> [BRIEF]: In the records below, pick out all lines containing the word "fillText".

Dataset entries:
--

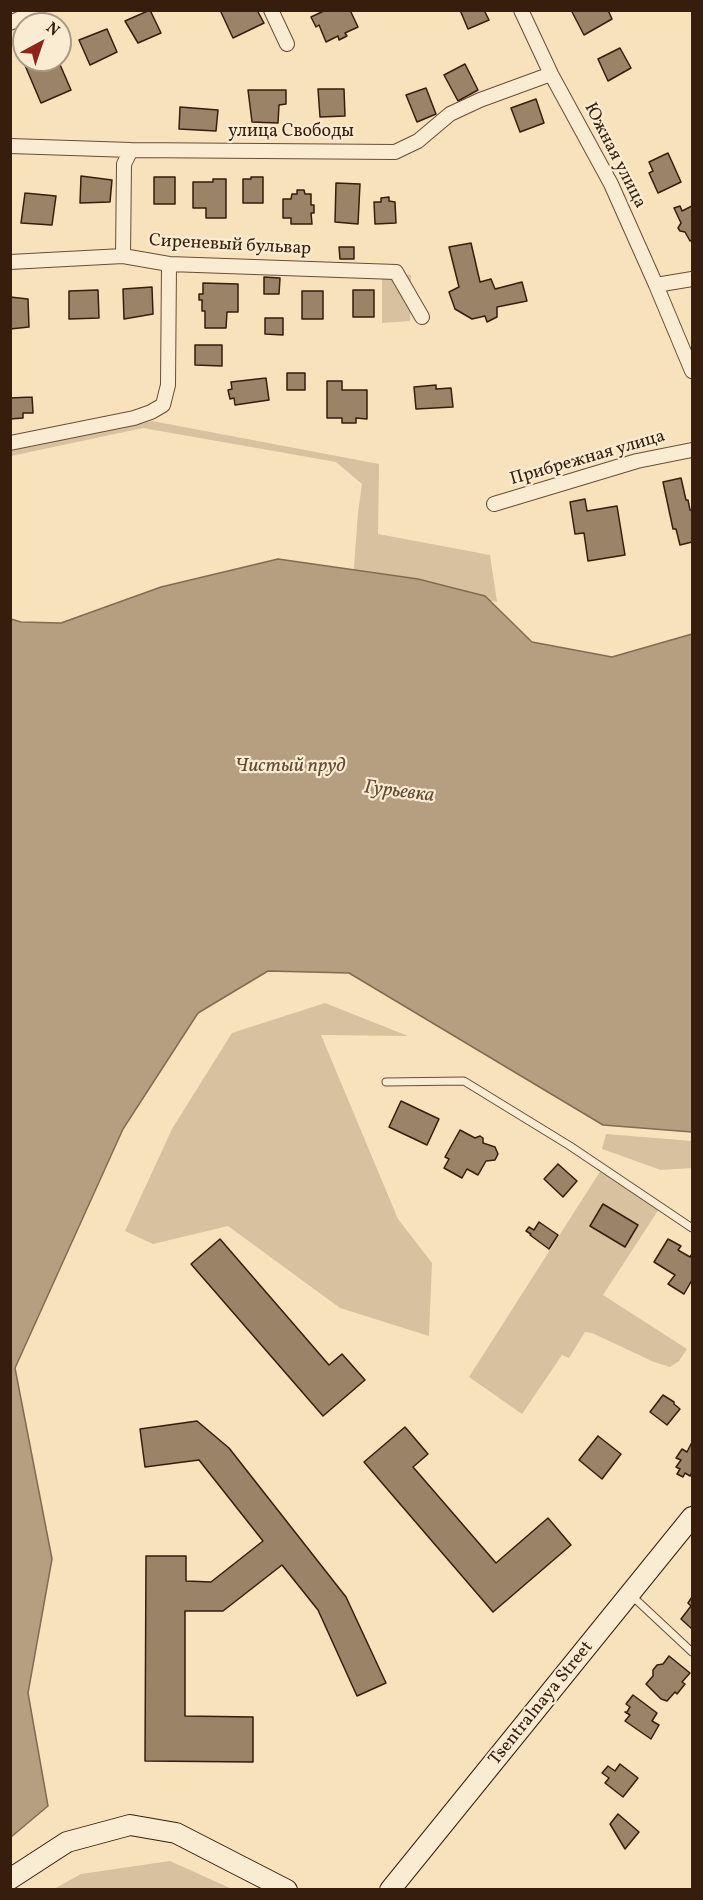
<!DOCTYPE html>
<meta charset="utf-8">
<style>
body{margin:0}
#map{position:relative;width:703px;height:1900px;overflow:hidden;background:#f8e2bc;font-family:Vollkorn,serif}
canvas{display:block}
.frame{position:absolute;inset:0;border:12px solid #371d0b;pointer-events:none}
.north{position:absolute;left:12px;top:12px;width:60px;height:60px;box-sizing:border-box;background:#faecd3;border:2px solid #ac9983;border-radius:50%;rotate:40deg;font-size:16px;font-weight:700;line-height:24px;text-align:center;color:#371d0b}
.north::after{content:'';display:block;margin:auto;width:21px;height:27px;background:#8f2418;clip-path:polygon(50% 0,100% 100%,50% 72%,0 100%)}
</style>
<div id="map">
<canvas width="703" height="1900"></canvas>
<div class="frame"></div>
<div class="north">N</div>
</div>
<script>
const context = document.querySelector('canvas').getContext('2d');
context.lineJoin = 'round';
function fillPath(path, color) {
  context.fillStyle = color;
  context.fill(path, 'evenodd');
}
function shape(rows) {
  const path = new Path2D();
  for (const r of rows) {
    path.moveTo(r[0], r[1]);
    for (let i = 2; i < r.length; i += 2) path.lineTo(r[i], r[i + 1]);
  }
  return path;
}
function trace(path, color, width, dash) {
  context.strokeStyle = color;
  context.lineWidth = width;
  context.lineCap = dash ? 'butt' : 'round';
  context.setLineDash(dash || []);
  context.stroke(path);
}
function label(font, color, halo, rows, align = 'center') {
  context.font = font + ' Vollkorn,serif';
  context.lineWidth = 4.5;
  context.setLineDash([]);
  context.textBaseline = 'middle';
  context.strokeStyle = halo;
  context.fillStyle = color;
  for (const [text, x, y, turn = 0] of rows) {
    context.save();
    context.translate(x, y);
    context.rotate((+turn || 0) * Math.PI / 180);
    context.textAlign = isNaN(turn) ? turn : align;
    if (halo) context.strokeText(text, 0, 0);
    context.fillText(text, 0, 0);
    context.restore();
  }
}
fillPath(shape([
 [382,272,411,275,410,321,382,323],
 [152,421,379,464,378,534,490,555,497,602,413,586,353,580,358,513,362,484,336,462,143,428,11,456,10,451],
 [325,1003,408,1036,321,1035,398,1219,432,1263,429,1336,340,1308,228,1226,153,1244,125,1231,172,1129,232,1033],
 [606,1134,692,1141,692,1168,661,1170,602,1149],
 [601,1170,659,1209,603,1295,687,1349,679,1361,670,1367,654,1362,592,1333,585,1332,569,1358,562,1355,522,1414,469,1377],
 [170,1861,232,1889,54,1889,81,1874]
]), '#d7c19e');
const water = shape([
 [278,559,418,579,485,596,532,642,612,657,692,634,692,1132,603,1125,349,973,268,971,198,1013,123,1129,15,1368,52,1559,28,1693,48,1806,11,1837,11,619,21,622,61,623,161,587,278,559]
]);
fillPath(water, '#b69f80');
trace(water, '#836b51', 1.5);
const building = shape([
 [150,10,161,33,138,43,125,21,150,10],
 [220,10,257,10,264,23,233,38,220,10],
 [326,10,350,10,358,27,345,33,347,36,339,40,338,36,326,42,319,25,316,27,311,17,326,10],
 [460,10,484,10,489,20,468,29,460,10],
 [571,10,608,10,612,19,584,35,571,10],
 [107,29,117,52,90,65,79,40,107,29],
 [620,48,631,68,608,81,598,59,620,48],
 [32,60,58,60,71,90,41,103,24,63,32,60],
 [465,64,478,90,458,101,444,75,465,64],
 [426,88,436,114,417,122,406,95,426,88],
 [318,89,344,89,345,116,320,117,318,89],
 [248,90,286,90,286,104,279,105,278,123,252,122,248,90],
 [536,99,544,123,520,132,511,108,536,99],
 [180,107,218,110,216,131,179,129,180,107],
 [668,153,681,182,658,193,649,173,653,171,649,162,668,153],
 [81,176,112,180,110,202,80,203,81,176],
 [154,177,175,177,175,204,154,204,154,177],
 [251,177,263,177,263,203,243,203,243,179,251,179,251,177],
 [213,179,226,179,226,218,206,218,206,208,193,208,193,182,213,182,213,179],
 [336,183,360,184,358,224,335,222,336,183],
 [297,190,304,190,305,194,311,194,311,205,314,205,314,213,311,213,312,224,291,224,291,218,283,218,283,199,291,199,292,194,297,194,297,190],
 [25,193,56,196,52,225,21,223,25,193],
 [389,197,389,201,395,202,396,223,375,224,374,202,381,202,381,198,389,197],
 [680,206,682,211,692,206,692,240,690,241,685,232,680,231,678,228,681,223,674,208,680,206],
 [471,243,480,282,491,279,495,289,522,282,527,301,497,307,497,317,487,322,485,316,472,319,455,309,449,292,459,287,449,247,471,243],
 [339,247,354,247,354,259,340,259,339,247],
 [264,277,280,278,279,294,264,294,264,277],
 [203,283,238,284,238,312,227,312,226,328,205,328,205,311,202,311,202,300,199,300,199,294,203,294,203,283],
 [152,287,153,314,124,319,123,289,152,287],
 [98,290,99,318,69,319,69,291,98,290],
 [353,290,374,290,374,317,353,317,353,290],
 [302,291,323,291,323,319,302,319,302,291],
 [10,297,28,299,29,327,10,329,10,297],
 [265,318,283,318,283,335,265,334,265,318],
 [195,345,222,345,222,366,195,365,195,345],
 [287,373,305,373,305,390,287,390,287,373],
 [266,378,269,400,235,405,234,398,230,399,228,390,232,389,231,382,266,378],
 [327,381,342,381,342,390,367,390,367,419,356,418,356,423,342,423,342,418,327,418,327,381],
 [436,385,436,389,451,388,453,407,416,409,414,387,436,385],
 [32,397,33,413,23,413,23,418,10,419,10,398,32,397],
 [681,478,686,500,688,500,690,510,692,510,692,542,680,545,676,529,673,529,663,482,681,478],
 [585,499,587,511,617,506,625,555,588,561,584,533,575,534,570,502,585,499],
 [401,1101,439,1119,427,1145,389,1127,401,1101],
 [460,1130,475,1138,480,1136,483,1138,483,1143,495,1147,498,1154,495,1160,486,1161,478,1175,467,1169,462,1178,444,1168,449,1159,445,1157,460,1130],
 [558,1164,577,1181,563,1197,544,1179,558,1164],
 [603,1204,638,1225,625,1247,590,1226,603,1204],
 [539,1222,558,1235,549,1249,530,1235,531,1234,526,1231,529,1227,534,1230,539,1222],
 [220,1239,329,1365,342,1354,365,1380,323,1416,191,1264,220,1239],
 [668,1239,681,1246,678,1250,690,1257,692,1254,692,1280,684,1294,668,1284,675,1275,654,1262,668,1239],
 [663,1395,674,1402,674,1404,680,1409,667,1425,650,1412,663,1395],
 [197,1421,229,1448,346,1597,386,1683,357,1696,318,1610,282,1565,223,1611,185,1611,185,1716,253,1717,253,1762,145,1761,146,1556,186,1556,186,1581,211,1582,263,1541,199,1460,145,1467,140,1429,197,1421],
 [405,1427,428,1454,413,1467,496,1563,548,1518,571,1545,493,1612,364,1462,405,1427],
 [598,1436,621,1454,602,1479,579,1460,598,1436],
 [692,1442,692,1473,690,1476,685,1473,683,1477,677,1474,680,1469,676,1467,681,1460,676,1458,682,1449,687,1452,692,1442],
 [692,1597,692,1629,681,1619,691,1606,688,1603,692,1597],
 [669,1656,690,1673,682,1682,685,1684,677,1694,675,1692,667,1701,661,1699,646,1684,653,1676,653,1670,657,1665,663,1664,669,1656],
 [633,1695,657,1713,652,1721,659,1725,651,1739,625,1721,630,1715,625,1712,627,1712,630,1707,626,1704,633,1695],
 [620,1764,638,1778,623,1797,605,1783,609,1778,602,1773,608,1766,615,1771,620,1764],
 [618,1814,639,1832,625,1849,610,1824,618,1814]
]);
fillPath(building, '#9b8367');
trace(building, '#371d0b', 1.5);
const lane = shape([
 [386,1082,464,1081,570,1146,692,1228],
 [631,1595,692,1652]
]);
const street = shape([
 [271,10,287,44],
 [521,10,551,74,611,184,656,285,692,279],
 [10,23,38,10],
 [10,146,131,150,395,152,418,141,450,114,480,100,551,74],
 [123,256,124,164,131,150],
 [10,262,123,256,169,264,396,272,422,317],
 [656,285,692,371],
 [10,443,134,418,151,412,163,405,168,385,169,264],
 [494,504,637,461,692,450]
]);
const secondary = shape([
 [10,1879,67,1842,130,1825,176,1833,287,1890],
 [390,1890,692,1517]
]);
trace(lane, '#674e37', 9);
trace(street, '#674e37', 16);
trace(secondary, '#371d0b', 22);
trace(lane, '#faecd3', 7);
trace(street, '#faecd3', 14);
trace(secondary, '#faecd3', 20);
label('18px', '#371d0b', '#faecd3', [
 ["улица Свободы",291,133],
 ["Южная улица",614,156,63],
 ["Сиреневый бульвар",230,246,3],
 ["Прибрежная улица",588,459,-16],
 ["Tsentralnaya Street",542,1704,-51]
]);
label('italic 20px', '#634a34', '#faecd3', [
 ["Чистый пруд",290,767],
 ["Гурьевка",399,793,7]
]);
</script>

--

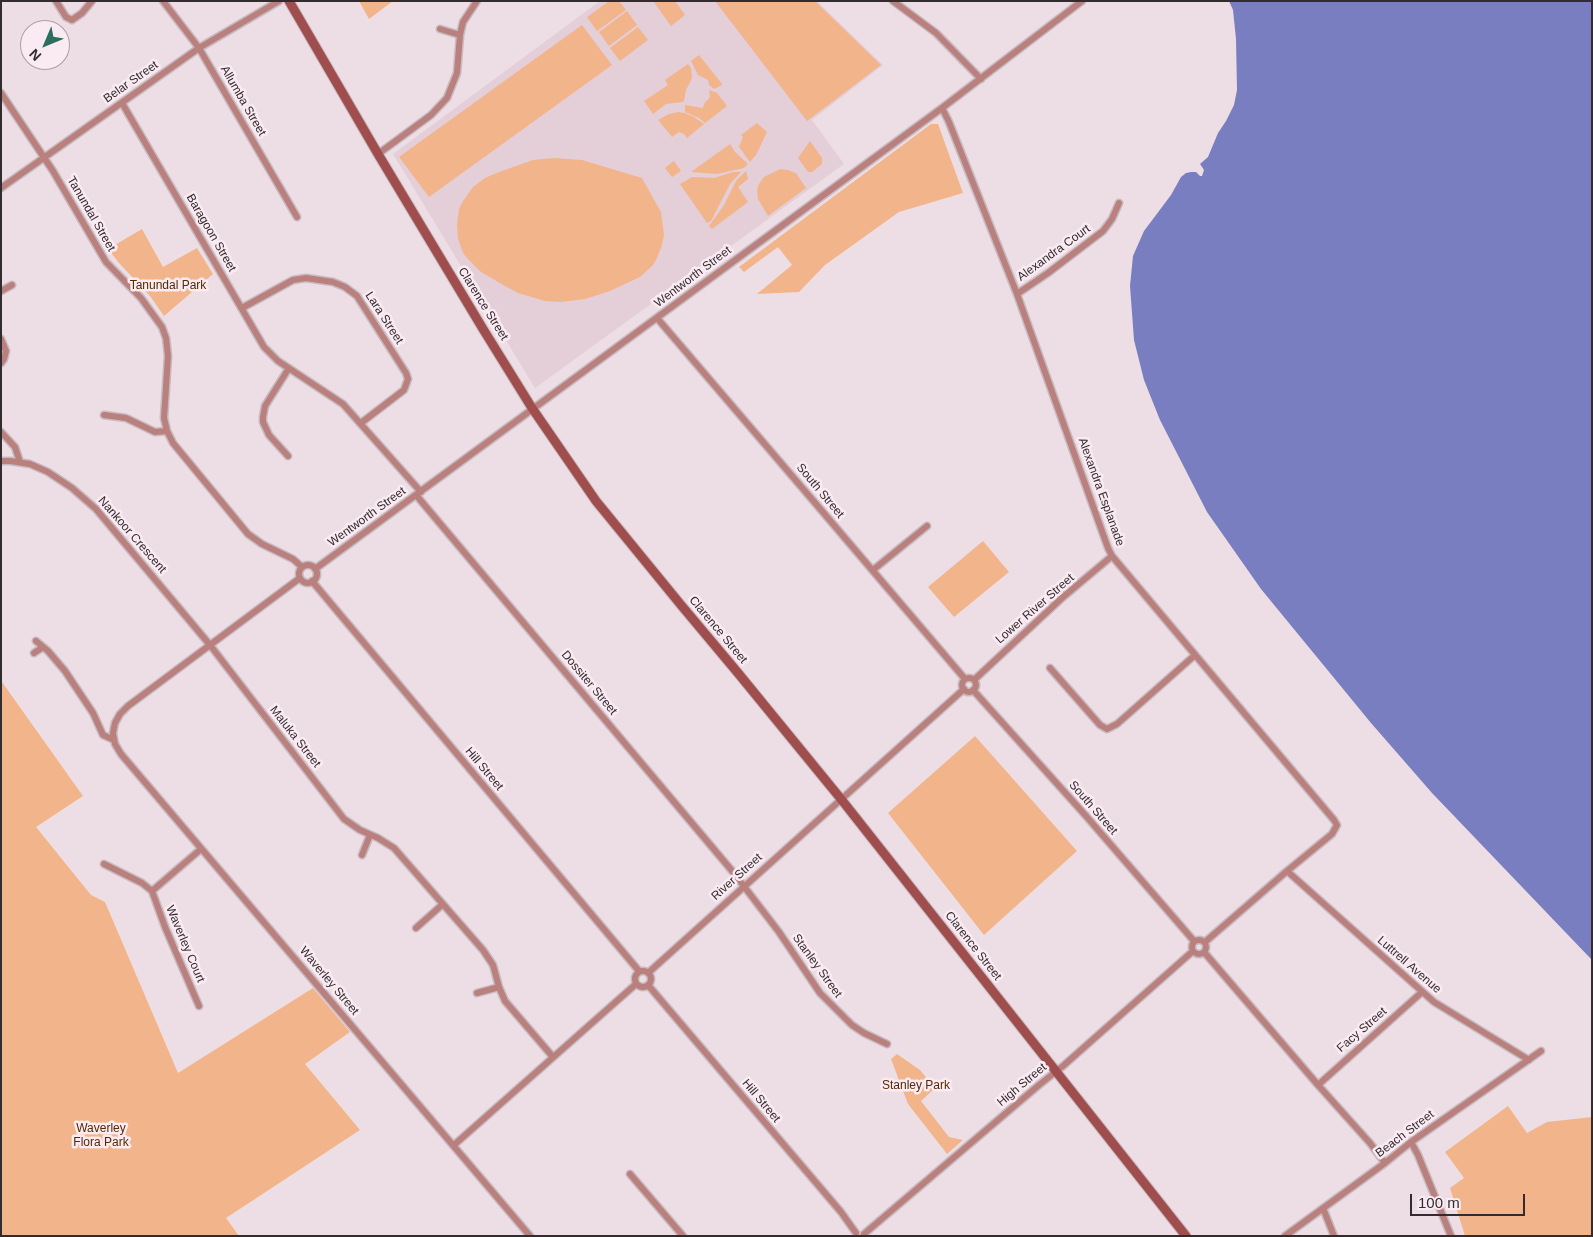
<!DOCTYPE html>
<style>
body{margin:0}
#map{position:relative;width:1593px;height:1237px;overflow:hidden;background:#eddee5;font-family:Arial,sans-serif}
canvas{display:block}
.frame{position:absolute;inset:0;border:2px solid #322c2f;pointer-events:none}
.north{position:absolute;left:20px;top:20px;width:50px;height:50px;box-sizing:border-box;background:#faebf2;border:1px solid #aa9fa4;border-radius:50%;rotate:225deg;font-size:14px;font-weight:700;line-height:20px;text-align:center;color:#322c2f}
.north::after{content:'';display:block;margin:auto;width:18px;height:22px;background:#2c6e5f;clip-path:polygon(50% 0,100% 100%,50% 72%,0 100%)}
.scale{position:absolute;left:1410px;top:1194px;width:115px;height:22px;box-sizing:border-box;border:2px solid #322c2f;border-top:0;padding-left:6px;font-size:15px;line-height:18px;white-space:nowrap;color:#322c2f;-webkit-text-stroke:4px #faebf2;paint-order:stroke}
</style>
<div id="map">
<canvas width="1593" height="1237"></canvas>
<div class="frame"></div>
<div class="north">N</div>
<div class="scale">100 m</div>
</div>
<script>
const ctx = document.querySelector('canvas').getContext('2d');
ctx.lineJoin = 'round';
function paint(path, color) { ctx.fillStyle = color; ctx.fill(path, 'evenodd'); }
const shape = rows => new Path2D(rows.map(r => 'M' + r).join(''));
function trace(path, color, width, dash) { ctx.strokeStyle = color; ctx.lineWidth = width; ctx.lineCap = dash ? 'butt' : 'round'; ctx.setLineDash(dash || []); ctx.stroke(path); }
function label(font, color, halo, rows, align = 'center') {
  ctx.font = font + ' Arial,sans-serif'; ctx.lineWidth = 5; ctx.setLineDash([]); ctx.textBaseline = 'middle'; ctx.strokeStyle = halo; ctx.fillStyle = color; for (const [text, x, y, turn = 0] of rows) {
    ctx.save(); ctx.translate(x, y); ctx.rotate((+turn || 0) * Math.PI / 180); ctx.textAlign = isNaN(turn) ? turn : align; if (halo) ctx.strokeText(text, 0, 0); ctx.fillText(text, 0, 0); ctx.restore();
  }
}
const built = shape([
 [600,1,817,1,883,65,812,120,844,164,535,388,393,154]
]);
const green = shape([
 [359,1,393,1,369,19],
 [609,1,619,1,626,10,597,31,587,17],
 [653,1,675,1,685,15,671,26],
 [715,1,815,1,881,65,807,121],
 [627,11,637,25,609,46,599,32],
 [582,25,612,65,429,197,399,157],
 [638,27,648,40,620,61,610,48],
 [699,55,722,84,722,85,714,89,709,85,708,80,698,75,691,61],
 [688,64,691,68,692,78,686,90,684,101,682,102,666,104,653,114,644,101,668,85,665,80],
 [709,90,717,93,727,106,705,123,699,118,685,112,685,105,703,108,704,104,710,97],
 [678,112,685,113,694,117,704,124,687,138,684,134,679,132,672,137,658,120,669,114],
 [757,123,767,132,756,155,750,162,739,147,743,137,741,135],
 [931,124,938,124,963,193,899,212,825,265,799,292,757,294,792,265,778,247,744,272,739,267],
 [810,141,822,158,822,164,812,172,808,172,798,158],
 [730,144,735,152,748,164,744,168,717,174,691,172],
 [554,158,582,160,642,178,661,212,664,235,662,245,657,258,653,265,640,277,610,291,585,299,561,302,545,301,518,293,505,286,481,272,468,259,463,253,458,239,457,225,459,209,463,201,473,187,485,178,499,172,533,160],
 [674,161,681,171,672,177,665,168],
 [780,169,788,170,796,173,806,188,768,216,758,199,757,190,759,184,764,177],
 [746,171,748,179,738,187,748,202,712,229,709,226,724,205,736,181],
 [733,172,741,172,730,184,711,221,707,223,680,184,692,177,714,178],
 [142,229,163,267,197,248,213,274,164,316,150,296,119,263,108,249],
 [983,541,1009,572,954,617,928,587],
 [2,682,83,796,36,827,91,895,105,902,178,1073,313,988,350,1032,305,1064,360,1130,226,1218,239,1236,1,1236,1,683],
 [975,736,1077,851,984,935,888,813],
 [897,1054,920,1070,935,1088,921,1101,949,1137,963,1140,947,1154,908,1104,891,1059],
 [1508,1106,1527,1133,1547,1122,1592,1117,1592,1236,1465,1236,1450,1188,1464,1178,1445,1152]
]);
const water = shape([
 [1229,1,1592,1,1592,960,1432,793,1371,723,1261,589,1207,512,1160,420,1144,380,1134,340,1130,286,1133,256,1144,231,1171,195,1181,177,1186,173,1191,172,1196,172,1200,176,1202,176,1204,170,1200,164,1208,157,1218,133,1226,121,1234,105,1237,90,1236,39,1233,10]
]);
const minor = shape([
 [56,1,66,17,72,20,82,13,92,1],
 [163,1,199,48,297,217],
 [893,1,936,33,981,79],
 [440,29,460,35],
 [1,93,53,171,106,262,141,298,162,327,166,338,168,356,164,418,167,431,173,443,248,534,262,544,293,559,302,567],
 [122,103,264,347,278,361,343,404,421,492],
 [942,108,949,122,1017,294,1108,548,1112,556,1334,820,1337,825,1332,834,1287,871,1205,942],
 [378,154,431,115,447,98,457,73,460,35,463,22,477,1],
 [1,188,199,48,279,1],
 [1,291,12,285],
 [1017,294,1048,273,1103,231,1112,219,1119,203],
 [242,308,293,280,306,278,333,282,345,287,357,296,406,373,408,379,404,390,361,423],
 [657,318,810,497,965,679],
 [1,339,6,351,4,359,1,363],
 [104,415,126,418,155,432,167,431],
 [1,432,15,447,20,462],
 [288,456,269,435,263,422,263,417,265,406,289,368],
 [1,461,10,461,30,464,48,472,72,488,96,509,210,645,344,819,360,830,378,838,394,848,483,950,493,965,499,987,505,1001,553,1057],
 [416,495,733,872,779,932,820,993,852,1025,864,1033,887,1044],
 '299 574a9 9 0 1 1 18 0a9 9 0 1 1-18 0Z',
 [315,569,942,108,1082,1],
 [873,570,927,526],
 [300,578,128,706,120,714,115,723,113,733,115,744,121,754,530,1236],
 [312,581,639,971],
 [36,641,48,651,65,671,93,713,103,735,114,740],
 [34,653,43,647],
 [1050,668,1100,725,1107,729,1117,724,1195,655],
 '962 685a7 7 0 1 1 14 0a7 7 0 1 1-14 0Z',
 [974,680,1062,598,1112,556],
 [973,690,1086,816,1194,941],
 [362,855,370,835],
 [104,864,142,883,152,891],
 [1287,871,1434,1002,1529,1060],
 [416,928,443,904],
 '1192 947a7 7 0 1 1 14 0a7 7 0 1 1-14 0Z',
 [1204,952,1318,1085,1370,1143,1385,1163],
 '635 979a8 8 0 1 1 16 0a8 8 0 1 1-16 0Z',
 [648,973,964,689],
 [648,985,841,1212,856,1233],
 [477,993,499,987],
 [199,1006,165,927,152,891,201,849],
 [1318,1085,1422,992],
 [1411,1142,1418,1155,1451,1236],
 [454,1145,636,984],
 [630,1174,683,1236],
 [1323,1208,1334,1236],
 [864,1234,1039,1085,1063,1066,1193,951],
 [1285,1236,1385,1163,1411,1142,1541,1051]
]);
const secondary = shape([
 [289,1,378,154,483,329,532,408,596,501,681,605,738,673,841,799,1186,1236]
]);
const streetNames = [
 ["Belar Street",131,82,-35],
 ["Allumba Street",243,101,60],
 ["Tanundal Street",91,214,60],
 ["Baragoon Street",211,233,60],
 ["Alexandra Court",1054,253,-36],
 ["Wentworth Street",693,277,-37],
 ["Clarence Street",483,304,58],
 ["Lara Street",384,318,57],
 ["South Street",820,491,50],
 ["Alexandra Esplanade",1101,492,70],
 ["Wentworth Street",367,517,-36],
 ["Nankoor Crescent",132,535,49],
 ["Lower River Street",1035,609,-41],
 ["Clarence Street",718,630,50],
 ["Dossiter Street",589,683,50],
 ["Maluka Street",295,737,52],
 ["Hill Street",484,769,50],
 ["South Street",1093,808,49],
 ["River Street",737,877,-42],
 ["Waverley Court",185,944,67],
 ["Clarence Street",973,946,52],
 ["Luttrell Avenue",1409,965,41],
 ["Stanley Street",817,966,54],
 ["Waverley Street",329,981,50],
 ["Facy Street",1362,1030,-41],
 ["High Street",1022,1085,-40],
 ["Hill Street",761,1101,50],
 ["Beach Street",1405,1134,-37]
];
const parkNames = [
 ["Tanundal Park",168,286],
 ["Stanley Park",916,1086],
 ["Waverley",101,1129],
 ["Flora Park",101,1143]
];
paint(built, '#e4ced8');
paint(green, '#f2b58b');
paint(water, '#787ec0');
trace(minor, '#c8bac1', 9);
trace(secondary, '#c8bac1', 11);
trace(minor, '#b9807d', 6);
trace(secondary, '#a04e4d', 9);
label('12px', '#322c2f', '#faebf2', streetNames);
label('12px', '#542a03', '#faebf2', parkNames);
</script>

--

> [SOLUTION TO THIS PROBLEM]:
    context.fillText(text, 0, 0);
    ctx.save(); ctx.translate(x, y); ctx.rotate((+turn || 0) * Math.PI / 180); ctx.textAlign = isNaN(turn) ? turn : align; if (halo) ctx.strokeText(text, 0, 0); ctx.fillText(text, 0, 0); ctx.restore();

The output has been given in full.